Items from a dataset
§ §

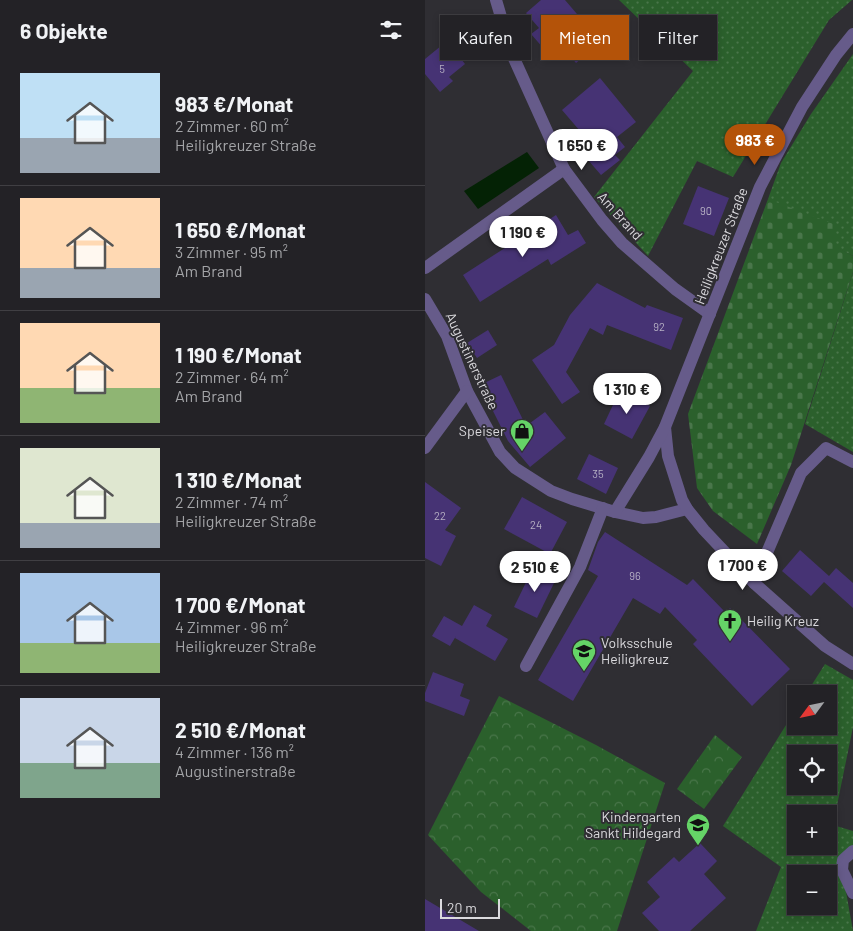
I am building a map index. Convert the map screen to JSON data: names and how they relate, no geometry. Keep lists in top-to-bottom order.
{
  "streets": {
    "street": ["Am Brand", "Heiligkreuzer Straße", "Augustinerstraße"]
  },
  "crossings": [
    ["Am Brand", "Heiligkreuzer Straße"],
    ["Heiligkreuzer Straße", "Augustinerstraße"]
  ],
  "places": {
    "shop": ["Speiser"],
    "church": ["Heilig Kreuz"],
    "school or university": ["Volksschule Heiligkreuz", "Kindergarten Sankt Hildegard"]
  },
  "house_numbers": [
    "5",
    "90",
    "92",
    "35",
    "22",
    "24",
    "96"
  ],
  "scale_bar": "20 m",
  "north": "bottom left",
  "page": {
    "heading": "6 Objekte",
    "chip": ["Kaufen", "Mieten", "Filter"],
    "list": [
      {
        "name": "983 €/Monat",
        "note": "2 Zimmer · 60 m² · Heiligkreuzer Straße"
      },
      {
        "name": "1 650 €/Monat",
        "note": "3 Zimmer · 95 m² · Am Brand"
      },
      {
        "name": "1 190 €/Monat",
        "note": "2 Zimmer · 64 m² · Am Brand"
      },
      {
        "name": "1 310 €/Monat",
        "note": "2 Zimmer · 74 m² · Heiligkreuzer Straße"
      },
      {
        "name": "1 700 €/Monat",
        "note": "4 Zimmer · 96 m² · Heiligkreuzer Straße"
      },
      {
        "name": "2 510 €/Monat",
        "note": "4 Zimmer · 136 m² · Augustinerstraße"
      }
    ],
    "price": [
      "983 €",
      "1 650 €",
      "1 190 €",
      "1 310 €",
      "1 700 €",
      "2 510 €"
    ],
    "map_buttons": ["+", "−"],
    "scale": "20 m"
  }
}
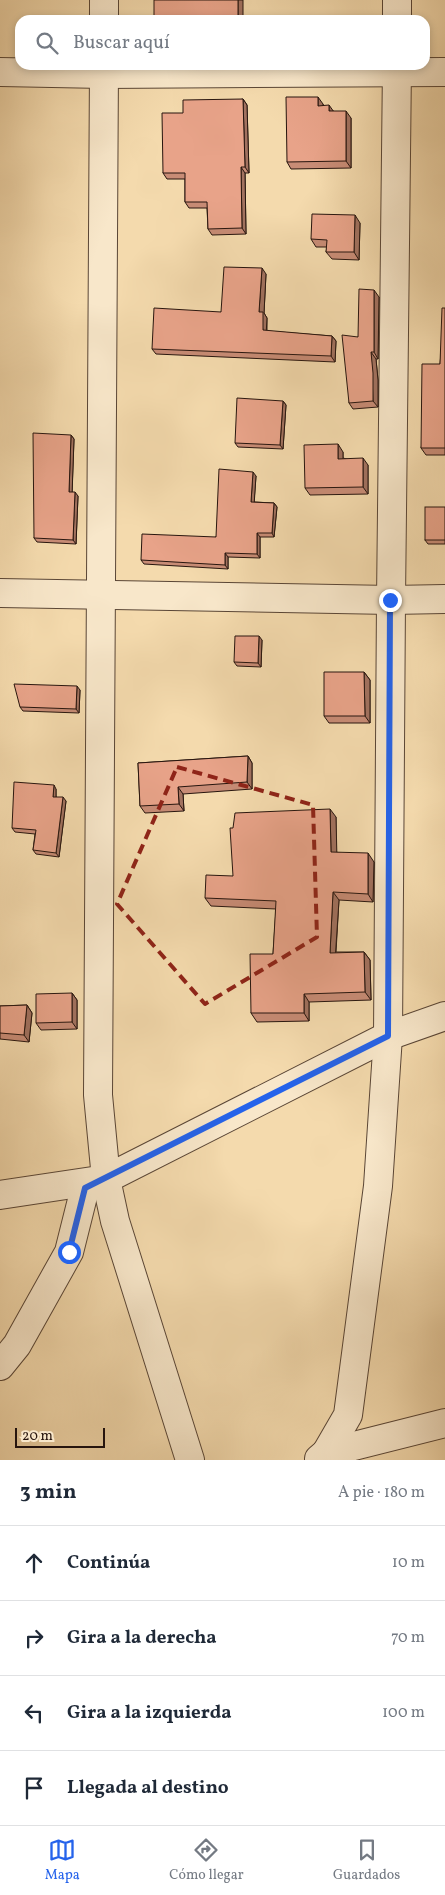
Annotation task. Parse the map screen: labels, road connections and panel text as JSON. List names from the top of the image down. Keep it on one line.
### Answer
{"scale_bar":"20 m","page":{"search":"Buscar aquí","scale":"20 m","heading":["3 min","A pie · 180 m"],"list":[["Continúa","10 m"],["Gira a la derecha","70 m"],["Gira a la izquierda","100 m"],"Llegada al destino"],"nav":["Mapa","Cómo llegar","Guardados"]}}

§ §

**WHAT YOU SHOULD DO:**
Please reproduce exactly and only the lines from the first line of the records through the line containing "Annotation task. Parse", both included, omitting any pictures.

**COMPLETED EXERCISE:**
I am building a map index. Convert the map screen to JSON data: names and how they relate, no geometry. Keep lists in top-to-bottom order.
{
  "streets": {
    "street": ["Am Brand", "Heiligkreuzer Straße", "Augustinerstraße"]
  },
  "crossings": [
    ["Am Brand", "Heiligkreuzer Straße"],
    ["Heiligkreuzer Straße", "Augustinerstraße"]
  ],
  "places": {
    "shop": ["Speiser"],
    "church": ["Heilig Kreuz"],
    "school or university": ["Volksschule Heiligkreuz", "Kindergarten Sankt Hildegard"]
  },
  "house_numbers": [
    "5",
    "90",
    "92",
    "35",
    "22",
    "24",
    "96"
  ],
  "scale_bar": "20 m",
  "north": "bottom left",
  "page": {
    "heading": "6 Objekte",
    "chip": ["Kaufen", "Mieten", "Filter"],
    "list": [
      {
        "name": "983 €/Monat",
        "note": "2 Zimmer · 60 m² · Heiligkreuzer Straße"
      },
      {
        "name": "1 650 €/Monat",
        "note": "3 Zimmer · 95 m² · Am Brand"
      },
      {
        "name": "1 190 €/Monat",
        "note": "2 Zimmer · 64 m² · Am Brand"
      },
      {
        "name": "1 310 €/Monat",
        "note": "2 Zimmer · 74 m² · Heiligkreuzer Straße"
      },
      {
        "name": "1 700 €/Monat",
        "note": "4 Zimmer · 96 m² · Heiligkreuzer Straße"
      },
      {
        "name": "2 510 €/Monat",
        "note": "4 Zimmer · 136 m² · Augustinerstraße"
      }
    ],
    "price": [
      "983 €",
      "1 650 €",
      "1 190 €",
      "1 310 €",
      "1 700 €",
      "2 510 €"
    ],
    "map_buttons": ["+", "−"],
    "scale": "20 m"
  }
}
Annotation task. Parse the map screen: labels, road connections and panel text as JSON. List names from the top of the image down. Keep it on one line.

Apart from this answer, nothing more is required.